Etiquetas
Por este tempo de Natal, ao querer comprar uma prenda para uma criança da família, disseram-me da paixão do miúdo por dinossauros e outros monstros. Lembrei-me de quando o meu filho pelos sete/oito anos vivia apaixonado pelos monstros da moda, à época, umas chamadas tartarugas Ninja, e, depois, dinossauros, seguidos de toda uma galeria que lhes sucedeu, e certamente se reproduzirá ad seculum seculorum.
A um adulto como eu, o que chama primeiro a atenção é a estética do feio apanágio das figuras, o que parece deixar os infantes indiferentes. Com efeito, pensando na coisa sem preparação de especialista, concluo que para os miúdos aqueles seres corporizam o assustador do mundo por conhecer e, simultaneamente, nas suas acções, permitem à criança que joga e brinca, viver intensamente actos de coragem e bravura que significam a aprendizagem de vencer o medo e enfrentar o desconhecido que crescer na verdade é.
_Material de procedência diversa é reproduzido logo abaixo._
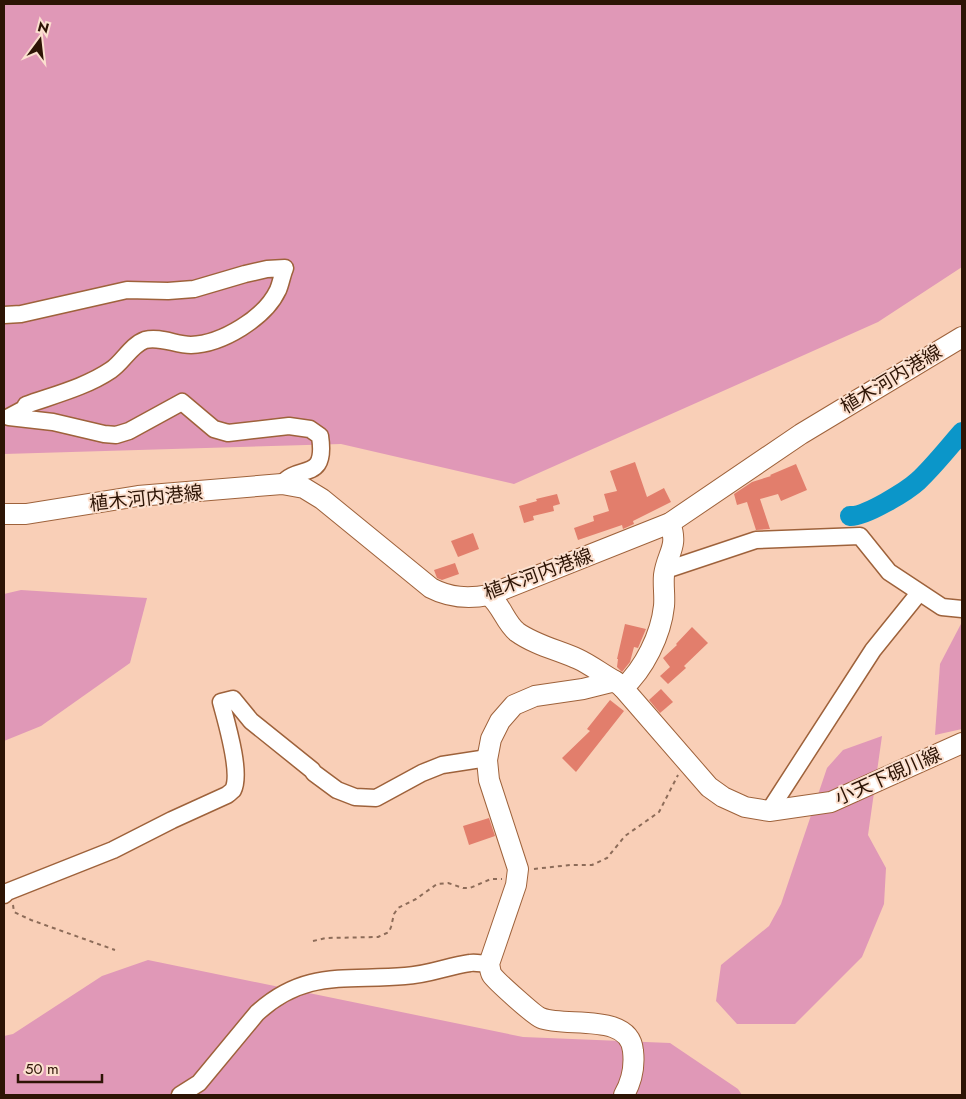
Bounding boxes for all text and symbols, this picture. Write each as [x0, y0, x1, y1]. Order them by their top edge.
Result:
north arrow [15, 15, 65, 65]
text: N [35, 16, 51, 39]
street label: 植木河内港線 [835, 338, 947, 420]
street label: 植木河内港線 [88, 479, 204, 517]
street label: 植木河内港線 [480, 542, 596, 606]
street label: 小天下硯川線 [830, 740, 946, 812]
scale bar [18, 1052, 101, 1084]
text: 50 m [25, 1058, 59, 1080]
É ainda com a memória dessa época que recordo o entusiasmo com que o meu filho ouviu ler o poema O Mostrengo de Fernando Pessoa incluído no livro Mensagem. Nele, é também uma figura monstruosa e aparentemente invencível que, enfrentada pela pequenez de um capitão de coragem, é derrotada. Afinal a repetição da história bíblica de David e Golias.
A descrição poética do episódio do Adamastor em Os Lusíadas de Luís de Camões, para onde o poema O Mostrengo remete, é, do ponto de vista da infância, e para lá da dificuldade vocabular, totalmente diferente, ao que julgo. Em Camões, é tão só um relato de terror perante o monstro o que temos, reduzindo, por isso o apelo do episódio do Adamastor para estes jovens aprendizes da vida, pois, ao que suponho, é no desenlace por coragem que a atracção infantil por estes monstros reside.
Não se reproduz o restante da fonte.